■ **Work required**
Each line that has the string "text" must be copied from the records below.

■ **Materials provided**
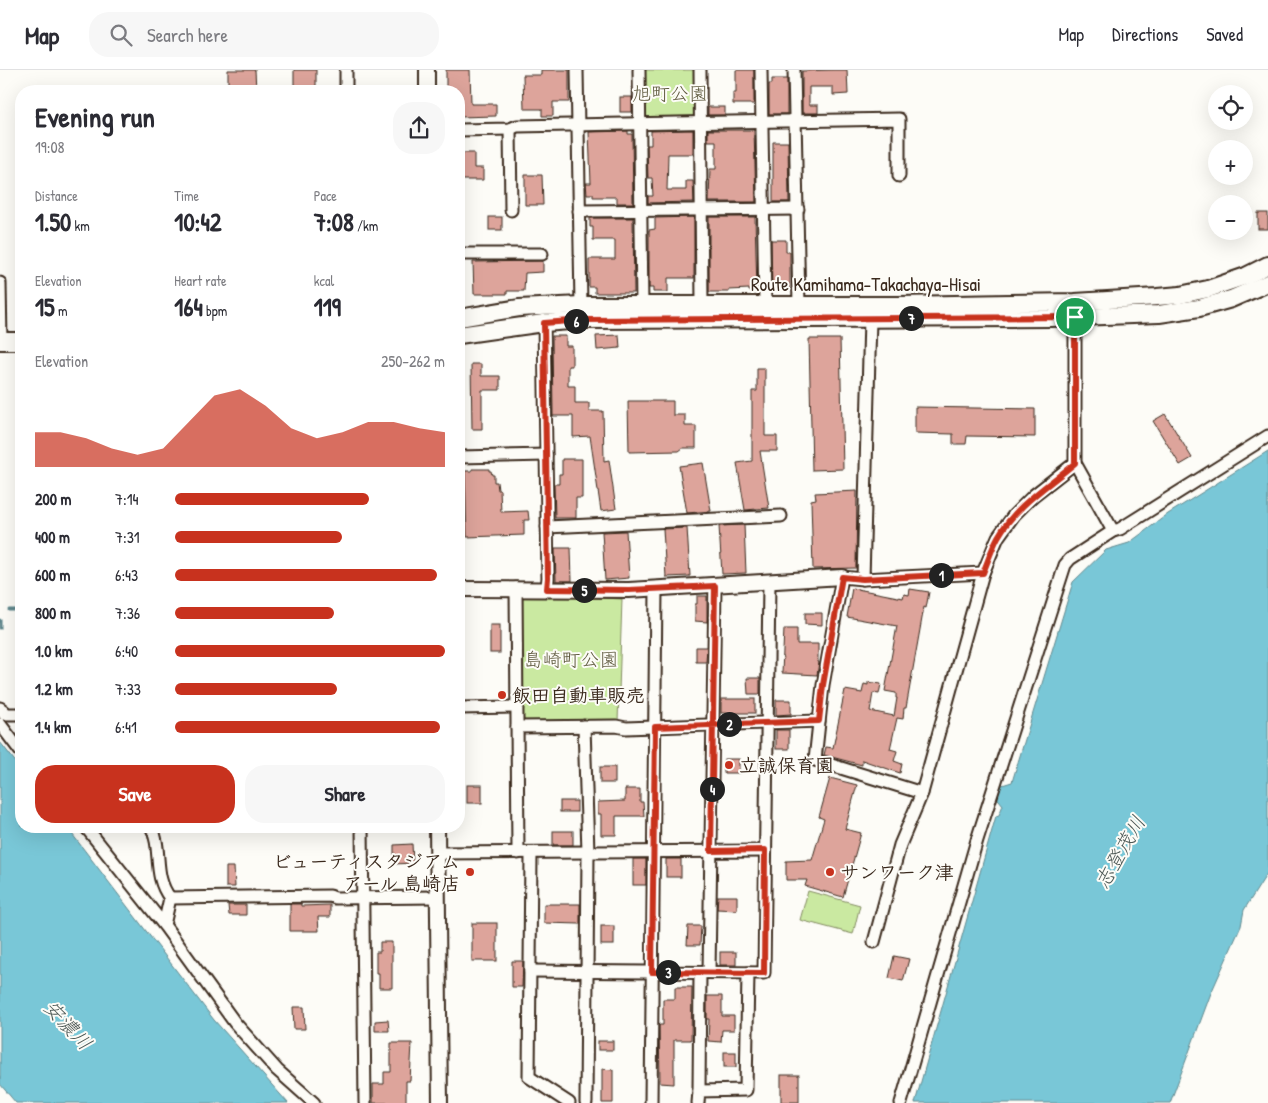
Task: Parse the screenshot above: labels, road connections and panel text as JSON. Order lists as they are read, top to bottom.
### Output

==

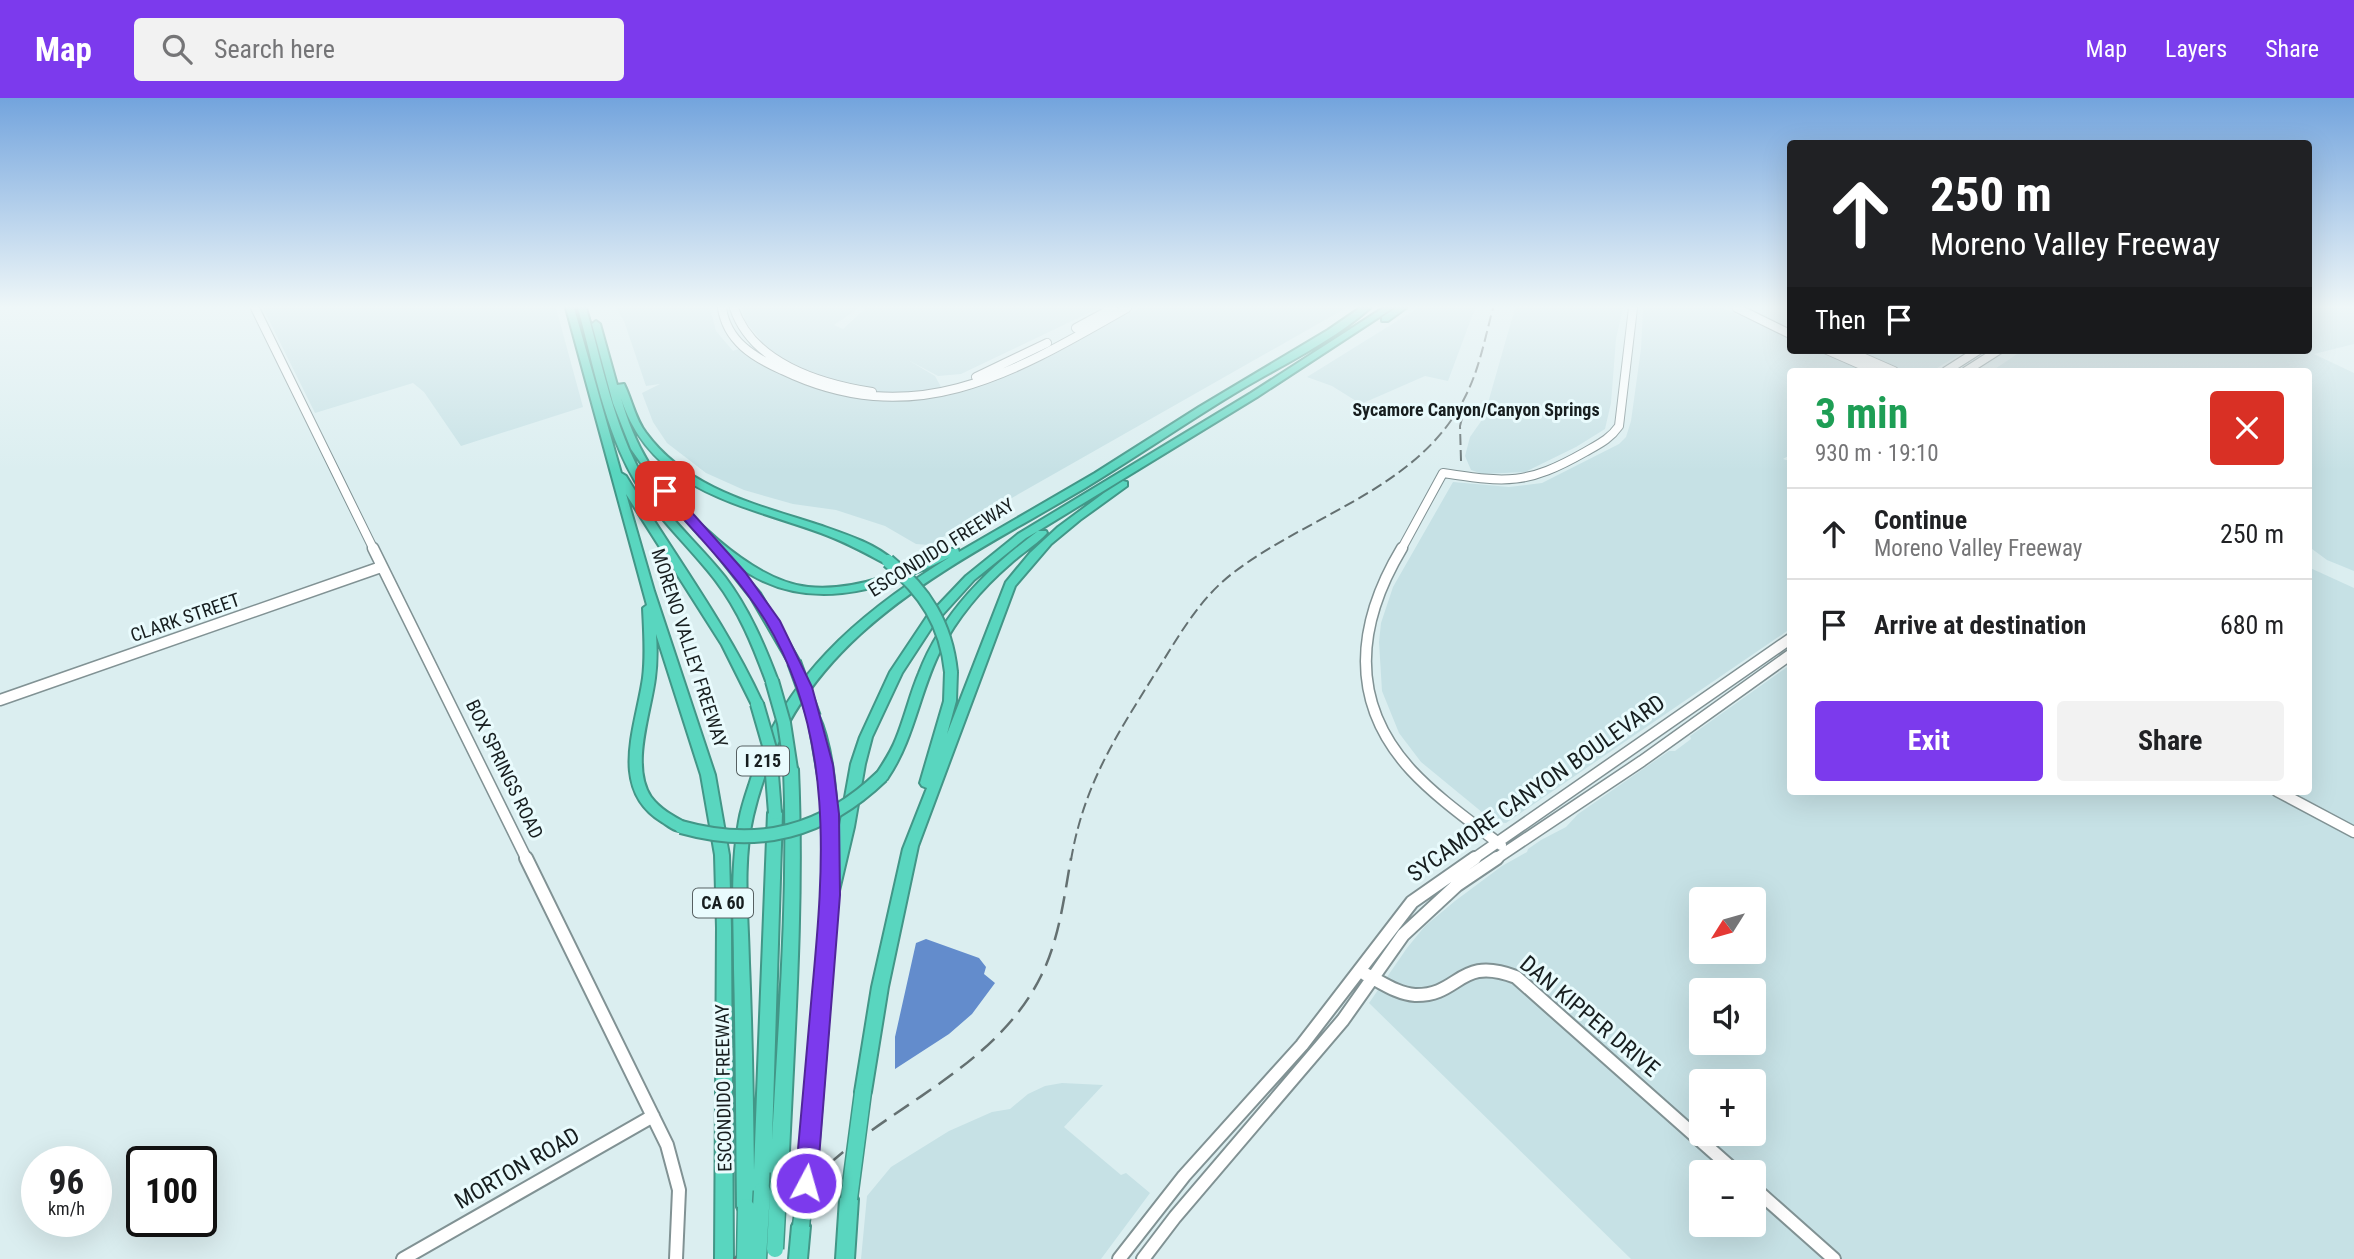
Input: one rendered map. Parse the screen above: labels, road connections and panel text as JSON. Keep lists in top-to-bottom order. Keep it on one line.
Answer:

■ **Answer box**
Task: Parse the screenshot above: labels, road connections and panel text as JSON. Order lists as they are read, top to bottom.
Input: one rendered map. Parse the screen above: labels, road connections and panel text as JSON. Keep lists in top-to-bottom order. Keep it on one line.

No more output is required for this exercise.